La souveraineté technologique préoccupe la gestion d’actifs
La technologie n’est pas l’apanage des seules sociétés de... technologies. Un gérant d’actifs reste loin de Facebook et de Google, mais « il y a aucun domaine de la chaîne de valeur dans la gestion d’actifs qui n’est pas concerné par la technologie », a déclaré Florence Fontan, secrétaire générale et responsable de l’engagement d’entreprise de BNP Paribas Securities Services, lors de l’AM Tech day organisé par L’Agefi ce mardi au Palais Brongniart.
Si toutes les sociétés de gestion sont confrontées aux problématiques technologiques, toutes ne l’abordent pas de la même manière. Leur traitement touche souvent à la souveraineté même des sociétés. « Les sujets [soulevés par la technologie] sont aujourd’hui moins techniques que de l’ordre de la direction générale ou de la stratégie », confirme Jean-Jacques Barbéris, membre du comité exécutif, directeur de la clientèle institutionnelle et d’entreprises d’Amundi.
Chez ce gestionnaire, le choix est fait. « Nous devons être totalement maîtres de notre technologie », affirme Jean-Jacques Barbéris. Les partenariats stratégiques noués avec des sociétés externes ont donc vocation à s’intégrer dans la plate-forme technologique d’Amundi. Ce qui n’exclut pas la société de nouer des partenariats externes pour tester des solutions qui ne sont pas encore matures. Pour évaluer la température de ses portefeuilles, dans le cadre de l’accord de Paris sur le climat, le gestionnaire dispose, par exemple, de trois outils de mesure, proposés par trois partenaires différents.
Intégration
Mais quelle que soit la structure, Florence Fontan constate que, sur les technologies examinées, « selon si les sociétés veulent conserver leur souveraineté ou pas, elles ne regardent pas les partenaires de la même façon ». Ce que confirme, par exemple, Corentin Favennec, directeur des partenariats grands comptes chez Generali Patrimoine : « Nous pouvons prendre des participations chez nos partenaires, soit avec la volonté de les intégrer, soit, au contraire, avec l’intention de revendre notre participation quand la société aura pris son envol ». Lorsque les technologies deviennent trop sensibles, elles sont donc intégrées. Ce mouvement est d’autant plus compréhensible que les sociétés pour lesquelles les sociétés technologiques travaillent sont extrêmement régulées.
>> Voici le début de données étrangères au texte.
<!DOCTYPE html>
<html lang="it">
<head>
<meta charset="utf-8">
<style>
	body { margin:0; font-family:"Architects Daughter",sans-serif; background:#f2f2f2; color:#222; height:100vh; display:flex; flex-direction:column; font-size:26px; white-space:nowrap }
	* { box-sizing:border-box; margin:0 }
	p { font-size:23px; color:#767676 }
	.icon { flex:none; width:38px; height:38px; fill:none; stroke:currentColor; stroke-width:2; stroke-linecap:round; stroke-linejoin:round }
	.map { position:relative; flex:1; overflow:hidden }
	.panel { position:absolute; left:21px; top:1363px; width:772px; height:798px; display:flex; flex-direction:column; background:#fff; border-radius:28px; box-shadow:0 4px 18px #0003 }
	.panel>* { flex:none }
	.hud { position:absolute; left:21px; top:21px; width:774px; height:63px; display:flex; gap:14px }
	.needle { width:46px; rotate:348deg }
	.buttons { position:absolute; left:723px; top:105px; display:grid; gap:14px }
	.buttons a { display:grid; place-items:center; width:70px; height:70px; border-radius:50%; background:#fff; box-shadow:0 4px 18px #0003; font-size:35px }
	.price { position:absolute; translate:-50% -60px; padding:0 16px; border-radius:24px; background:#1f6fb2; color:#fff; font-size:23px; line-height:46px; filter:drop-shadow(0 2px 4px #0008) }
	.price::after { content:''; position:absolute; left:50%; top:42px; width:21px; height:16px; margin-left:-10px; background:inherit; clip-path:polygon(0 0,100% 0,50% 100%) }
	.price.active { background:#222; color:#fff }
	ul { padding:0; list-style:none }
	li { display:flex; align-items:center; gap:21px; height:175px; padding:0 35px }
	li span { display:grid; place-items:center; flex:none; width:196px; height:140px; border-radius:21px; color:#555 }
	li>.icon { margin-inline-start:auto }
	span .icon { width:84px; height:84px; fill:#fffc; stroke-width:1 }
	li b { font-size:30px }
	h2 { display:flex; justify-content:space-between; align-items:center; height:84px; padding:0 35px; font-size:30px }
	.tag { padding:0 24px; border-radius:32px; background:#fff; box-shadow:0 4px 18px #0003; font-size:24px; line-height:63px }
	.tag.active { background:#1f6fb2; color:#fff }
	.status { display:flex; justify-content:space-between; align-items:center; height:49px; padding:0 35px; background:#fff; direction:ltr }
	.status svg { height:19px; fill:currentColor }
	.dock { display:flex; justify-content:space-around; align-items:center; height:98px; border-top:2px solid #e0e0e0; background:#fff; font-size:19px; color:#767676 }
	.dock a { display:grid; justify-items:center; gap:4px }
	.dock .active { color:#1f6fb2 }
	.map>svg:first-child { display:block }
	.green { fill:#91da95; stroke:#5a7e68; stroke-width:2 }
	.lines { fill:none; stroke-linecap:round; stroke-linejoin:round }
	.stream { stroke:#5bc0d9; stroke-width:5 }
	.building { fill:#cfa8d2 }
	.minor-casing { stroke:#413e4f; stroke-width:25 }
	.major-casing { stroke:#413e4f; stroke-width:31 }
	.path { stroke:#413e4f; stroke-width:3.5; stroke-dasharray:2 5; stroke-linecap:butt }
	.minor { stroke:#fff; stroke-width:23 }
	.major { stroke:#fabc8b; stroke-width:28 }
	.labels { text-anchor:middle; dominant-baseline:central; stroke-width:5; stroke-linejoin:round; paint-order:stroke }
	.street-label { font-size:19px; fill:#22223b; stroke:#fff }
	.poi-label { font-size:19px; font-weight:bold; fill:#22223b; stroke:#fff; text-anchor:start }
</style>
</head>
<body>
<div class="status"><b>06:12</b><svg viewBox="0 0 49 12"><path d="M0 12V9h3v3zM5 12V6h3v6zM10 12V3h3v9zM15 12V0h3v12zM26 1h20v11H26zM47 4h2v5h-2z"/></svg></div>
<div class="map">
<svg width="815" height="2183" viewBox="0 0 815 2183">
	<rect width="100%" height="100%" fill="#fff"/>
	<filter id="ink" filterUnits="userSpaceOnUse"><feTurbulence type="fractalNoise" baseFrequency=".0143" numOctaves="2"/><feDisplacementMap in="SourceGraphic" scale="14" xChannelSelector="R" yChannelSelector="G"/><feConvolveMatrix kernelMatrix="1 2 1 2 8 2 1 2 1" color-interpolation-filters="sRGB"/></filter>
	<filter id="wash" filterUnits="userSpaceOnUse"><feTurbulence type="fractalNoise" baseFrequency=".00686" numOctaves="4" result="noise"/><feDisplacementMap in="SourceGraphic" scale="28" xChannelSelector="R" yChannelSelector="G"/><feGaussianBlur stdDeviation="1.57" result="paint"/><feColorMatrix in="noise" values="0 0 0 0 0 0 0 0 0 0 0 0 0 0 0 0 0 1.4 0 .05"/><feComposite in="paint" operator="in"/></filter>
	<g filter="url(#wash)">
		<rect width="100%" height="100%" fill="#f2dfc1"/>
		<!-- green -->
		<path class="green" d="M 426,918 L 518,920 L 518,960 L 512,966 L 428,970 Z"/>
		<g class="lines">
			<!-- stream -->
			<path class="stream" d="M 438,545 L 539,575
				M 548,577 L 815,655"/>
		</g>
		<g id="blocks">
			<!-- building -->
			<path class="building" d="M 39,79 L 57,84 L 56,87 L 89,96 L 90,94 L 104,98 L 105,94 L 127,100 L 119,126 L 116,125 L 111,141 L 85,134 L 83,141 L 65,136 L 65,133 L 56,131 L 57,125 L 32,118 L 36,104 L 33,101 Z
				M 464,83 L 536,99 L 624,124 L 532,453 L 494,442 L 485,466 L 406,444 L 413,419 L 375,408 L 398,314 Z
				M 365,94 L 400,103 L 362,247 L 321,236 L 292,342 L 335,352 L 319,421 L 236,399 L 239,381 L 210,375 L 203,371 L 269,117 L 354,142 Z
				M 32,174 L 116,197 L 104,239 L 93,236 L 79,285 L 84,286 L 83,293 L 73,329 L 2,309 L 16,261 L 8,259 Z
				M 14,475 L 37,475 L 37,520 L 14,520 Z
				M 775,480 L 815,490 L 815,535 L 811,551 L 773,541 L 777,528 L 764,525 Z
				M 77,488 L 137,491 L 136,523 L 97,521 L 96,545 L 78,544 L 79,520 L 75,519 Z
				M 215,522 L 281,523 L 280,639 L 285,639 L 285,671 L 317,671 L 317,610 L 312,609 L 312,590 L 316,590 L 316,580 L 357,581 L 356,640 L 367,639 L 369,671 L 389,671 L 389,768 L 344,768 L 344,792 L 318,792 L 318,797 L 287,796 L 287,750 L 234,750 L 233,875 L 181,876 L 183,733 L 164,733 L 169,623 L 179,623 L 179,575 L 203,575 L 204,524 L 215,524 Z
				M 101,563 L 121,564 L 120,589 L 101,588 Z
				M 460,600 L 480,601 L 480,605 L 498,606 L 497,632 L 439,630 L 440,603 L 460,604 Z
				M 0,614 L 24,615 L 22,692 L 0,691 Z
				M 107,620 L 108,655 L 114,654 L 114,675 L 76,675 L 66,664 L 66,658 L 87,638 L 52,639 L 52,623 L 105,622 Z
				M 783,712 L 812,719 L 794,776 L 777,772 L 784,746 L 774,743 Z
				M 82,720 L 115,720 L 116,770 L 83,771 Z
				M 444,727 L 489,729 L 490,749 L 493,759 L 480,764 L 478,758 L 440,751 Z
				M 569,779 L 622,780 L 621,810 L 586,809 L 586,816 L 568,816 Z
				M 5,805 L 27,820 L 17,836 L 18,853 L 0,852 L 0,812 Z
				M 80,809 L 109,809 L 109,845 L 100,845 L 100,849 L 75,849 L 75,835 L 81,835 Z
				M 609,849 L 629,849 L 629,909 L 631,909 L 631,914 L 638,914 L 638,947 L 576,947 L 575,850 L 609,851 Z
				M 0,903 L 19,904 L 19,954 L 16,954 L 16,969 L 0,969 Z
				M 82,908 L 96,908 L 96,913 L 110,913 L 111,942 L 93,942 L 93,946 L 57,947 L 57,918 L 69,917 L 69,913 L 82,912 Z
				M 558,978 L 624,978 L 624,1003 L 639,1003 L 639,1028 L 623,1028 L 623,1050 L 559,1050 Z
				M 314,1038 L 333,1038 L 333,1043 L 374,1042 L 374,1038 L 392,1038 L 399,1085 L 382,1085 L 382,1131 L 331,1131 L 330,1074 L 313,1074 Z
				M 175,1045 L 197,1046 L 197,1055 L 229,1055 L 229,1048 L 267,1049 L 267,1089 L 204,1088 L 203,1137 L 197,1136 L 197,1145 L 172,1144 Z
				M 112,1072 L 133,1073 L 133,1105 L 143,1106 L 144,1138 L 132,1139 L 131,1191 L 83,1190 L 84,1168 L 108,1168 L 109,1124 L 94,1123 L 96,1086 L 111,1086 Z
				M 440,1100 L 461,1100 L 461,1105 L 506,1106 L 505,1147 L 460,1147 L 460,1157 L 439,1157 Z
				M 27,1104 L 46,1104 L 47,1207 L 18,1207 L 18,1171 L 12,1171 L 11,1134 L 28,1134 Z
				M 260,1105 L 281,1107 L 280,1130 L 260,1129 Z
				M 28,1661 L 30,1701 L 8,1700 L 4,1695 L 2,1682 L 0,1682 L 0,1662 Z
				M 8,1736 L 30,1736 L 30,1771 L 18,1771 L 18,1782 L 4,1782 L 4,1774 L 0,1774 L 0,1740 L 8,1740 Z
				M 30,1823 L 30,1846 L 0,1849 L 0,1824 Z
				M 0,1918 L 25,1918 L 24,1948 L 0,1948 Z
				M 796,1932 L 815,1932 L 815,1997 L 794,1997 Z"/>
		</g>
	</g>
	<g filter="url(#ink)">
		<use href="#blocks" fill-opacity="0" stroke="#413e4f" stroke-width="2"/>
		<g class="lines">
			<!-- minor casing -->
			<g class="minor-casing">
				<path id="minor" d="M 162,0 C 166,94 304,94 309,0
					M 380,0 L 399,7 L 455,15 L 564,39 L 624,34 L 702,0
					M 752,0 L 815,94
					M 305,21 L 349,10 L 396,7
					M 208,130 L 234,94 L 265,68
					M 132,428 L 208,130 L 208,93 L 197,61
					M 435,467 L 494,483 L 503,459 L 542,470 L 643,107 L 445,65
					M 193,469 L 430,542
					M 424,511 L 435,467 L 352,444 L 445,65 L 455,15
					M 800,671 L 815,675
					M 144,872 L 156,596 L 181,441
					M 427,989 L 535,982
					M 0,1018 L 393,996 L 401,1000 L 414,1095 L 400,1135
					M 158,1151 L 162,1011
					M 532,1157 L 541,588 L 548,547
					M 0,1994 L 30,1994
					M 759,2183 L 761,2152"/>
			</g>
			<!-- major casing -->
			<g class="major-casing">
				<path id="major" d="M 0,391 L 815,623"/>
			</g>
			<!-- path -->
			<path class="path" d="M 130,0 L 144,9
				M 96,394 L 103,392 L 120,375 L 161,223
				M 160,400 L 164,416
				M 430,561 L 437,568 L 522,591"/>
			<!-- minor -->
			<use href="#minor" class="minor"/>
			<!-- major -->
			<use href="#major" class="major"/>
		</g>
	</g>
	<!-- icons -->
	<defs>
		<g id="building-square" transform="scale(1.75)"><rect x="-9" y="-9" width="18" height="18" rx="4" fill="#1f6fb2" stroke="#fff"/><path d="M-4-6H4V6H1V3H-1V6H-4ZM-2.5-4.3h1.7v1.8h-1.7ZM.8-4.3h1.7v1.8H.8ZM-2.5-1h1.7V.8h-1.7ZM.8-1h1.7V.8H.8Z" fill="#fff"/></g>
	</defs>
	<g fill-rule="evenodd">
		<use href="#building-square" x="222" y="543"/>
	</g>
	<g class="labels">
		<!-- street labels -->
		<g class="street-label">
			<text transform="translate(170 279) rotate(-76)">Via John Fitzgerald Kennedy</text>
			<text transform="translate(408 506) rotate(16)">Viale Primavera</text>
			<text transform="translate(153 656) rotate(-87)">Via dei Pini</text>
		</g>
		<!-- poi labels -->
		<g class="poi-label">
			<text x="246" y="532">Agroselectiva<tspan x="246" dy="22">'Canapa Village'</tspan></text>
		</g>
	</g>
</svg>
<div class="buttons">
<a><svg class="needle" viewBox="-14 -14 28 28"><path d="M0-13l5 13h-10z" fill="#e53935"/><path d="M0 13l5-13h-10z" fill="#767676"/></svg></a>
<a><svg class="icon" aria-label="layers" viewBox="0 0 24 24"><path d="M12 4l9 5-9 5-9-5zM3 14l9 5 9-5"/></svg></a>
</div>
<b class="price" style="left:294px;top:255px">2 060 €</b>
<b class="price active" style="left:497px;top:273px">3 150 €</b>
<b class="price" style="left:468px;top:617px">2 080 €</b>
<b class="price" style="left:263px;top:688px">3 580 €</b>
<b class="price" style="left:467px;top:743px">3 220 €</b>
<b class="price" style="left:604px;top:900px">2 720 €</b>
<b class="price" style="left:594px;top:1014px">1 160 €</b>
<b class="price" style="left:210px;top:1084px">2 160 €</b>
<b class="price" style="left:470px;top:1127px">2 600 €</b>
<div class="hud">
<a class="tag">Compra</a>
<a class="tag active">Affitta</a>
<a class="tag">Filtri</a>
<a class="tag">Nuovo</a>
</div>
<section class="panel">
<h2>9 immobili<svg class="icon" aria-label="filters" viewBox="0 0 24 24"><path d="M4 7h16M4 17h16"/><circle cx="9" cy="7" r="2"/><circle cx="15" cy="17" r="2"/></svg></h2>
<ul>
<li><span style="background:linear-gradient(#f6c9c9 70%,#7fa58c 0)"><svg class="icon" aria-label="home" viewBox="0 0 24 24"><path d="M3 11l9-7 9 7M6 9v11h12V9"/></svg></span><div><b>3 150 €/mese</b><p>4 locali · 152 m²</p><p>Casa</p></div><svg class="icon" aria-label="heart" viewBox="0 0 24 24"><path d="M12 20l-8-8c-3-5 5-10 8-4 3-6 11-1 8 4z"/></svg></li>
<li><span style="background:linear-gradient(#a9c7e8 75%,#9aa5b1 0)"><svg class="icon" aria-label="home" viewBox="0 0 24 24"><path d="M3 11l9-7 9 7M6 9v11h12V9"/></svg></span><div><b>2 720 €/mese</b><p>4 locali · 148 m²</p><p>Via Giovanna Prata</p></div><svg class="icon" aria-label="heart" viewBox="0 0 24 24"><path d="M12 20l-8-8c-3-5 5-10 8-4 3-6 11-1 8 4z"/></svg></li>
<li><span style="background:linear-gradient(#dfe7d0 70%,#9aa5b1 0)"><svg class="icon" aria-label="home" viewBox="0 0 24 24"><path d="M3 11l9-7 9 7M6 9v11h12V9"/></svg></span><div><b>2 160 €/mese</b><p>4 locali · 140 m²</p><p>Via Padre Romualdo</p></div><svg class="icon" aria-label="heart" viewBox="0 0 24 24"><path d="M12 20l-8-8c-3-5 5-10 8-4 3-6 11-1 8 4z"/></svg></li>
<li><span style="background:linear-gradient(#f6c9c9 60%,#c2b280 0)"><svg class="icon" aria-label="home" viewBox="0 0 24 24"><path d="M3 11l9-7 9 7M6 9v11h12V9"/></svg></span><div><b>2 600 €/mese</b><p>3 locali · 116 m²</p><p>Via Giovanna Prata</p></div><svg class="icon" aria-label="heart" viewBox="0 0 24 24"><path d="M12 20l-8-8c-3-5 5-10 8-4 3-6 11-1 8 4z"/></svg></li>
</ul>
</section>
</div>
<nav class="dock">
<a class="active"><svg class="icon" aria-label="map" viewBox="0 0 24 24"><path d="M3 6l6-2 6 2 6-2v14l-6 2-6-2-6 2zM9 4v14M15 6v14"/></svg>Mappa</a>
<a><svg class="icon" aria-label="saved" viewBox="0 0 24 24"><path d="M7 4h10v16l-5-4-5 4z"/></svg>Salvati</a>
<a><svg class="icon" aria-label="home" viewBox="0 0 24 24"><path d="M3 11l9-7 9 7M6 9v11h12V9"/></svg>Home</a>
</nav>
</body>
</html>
Cette intégration n’est cependant pas une solution que toutes les sociétés de gestion peuvent mettre en place. Si le recours à des sociétés de technologie a souvent comme origine un besoin client, « elle est, de plus en plus souvent, accompagnée d’une recherche réduction du coût opérationnel pour les gestionnaires », estime Jean-Jacques Barbéris.